• [What needs to be done] Within the material below, find each line bearing the word "relate" and present it.

• [Exercise data]

----------

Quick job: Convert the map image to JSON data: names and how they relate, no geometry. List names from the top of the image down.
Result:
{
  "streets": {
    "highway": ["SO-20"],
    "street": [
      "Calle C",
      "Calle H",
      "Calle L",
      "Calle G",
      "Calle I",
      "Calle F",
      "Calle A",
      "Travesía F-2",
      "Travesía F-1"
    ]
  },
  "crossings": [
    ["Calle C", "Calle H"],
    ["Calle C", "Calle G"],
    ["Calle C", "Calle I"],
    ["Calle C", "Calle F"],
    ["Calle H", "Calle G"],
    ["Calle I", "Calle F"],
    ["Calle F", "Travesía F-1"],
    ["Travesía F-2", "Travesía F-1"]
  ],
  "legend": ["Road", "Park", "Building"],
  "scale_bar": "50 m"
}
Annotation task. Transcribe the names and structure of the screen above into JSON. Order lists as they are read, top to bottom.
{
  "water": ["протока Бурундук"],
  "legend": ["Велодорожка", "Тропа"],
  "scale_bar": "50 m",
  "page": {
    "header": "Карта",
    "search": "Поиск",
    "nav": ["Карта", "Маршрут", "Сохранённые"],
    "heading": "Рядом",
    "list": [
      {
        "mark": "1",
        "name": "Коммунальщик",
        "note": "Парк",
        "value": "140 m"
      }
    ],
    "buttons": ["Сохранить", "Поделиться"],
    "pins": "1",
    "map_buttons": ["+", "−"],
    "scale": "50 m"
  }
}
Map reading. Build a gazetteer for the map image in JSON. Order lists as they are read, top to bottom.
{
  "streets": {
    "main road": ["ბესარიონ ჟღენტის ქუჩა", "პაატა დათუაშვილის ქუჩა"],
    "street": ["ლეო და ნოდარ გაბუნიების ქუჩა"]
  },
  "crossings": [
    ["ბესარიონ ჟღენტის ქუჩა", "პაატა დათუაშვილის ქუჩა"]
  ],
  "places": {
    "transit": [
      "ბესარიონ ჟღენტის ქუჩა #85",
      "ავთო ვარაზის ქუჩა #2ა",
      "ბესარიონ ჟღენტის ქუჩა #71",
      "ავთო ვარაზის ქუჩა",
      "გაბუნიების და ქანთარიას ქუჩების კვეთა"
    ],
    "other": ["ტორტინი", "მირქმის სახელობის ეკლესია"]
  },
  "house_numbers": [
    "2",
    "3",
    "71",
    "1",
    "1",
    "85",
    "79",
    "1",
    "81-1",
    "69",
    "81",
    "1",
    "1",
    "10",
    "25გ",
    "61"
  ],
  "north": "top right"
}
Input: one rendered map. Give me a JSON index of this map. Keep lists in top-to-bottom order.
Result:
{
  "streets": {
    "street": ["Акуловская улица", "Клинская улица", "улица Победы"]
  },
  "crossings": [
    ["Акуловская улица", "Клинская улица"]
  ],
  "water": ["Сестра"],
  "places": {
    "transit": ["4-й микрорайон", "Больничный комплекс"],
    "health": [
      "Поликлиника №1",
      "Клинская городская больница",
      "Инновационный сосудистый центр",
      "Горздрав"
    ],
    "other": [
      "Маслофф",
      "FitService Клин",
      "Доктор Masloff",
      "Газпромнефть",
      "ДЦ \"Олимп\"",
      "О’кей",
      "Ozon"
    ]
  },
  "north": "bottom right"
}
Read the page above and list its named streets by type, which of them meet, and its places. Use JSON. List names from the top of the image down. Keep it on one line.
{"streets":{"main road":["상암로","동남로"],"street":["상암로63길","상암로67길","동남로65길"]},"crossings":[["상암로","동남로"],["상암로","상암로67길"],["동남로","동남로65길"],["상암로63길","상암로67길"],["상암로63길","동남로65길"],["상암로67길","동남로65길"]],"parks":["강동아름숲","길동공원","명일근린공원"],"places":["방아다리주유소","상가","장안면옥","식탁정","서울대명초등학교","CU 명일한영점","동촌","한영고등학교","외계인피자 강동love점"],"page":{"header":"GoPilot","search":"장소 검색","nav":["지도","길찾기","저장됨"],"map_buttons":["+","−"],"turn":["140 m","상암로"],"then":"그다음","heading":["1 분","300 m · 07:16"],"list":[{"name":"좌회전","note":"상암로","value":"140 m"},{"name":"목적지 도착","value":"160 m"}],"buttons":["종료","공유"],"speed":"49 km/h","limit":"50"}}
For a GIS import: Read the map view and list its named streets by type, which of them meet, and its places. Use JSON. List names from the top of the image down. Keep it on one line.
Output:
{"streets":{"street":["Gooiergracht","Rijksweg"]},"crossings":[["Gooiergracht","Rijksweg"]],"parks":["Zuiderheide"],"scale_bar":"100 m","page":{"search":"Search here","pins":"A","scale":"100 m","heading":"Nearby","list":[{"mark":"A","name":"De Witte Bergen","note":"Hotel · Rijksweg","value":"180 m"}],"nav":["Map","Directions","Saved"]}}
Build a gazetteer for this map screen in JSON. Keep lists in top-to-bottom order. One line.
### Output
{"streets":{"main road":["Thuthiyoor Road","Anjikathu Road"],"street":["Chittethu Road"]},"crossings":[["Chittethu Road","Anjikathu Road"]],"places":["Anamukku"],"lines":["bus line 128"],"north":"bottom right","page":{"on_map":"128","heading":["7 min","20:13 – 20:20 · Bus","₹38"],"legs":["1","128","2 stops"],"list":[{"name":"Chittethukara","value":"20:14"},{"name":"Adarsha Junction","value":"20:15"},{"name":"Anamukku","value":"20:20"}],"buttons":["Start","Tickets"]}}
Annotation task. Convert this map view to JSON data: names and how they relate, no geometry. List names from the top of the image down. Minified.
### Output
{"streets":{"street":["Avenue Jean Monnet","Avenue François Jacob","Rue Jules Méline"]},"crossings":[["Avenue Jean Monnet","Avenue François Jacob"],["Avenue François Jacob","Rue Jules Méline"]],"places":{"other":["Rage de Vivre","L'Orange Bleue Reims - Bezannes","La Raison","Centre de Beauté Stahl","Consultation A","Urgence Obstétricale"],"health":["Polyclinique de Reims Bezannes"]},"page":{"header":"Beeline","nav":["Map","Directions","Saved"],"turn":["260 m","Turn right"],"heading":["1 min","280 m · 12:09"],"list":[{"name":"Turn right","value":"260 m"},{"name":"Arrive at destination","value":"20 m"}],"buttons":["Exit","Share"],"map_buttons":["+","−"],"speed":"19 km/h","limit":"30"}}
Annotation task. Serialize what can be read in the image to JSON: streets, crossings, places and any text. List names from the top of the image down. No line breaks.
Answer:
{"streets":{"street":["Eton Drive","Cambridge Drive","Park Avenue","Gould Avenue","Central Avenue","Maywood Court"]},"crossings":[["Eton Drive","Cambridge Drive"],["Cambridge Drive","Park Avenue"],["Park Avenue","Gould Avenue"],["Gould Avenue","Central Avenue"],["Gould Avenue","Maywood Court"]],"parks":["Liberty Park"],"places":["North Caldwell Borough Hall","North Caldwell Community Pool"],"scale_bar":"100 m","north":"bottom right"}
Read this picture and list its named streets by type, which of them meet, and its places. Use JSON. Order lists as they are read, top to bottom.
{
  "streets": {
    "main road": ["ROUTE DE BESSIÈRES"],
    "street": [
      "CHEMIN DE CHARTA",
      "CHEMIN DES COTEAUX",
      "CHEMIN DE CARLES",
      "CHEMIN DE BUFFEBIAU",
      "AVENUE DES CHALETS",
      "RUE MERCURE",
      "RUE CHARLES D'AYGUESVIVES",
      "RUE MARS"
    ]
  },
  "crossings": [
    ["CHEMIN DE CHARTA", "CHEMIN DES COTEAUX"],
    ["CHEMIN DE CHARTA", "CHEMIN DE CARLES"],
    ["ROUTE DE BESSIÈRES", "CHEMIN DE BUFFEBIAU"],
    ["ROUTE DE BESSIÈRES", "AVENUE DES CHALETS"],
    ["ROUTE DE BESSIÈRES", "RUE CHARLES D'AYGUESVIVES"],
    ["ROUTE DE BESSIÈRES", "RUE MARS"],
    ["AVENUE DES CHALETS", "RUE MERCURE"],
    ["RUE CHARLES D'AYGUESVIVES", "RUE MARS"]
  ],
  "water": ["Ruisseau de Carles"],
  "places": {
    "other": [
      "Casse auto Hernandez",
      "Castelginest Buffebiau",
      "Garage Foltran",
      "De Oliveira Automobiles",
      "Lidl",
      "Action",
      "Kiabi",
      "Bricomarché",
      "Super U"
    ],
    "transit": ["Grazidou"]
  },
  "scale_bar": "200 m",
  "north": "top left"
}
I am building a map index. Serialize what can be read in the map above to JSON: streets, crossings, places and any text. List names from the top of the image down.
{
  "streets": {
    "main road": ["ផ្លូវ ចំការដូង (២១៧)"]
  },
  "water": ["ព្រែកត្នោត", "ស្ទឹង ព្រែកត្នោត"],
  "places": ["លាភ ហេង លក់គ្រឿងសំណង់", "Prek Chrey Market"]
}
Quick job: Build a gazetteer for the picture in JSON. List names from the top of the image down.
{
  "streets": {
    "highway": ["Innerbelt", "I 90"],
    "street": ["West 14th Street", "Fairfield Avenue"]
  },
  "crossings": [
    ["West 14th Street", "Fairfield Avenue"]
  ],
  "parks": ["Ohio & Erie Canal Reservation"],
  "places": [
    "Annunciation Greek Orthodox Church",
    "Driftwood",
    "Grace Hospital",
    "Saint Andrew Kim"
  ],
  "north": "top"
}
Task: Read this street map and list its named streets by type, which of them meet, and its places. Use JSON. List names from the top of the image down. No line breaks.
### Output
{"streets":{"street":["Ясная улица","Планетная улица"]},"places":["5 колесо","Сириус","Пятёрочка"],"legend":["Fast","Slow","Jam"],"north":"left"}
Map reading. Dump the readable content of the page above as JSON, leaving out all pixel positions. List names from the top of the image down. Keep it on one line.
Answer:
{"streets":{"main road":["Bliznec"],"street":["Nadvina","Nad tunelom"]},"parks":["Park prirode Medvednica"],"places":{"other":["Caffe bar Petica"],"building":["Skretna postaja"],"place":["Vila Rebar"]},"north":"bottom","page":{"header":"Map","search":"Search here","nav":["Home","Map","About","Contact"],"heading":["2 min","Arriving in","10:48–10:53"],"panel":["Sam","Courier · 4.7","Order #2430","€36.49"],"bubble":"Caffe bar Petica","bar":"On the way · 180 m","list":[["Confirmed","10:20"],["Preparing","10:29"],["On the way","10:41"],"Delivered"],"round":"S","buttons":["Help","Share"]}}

----------

• [Task answer]
Quick job: Convert the map image to JSON data: names and how they relate, no geometry. List names from the top of the image down.
Annotation task. Convert this map view to JSON data: names and how they relate, no geometry. List names from the top of the image down. Minified.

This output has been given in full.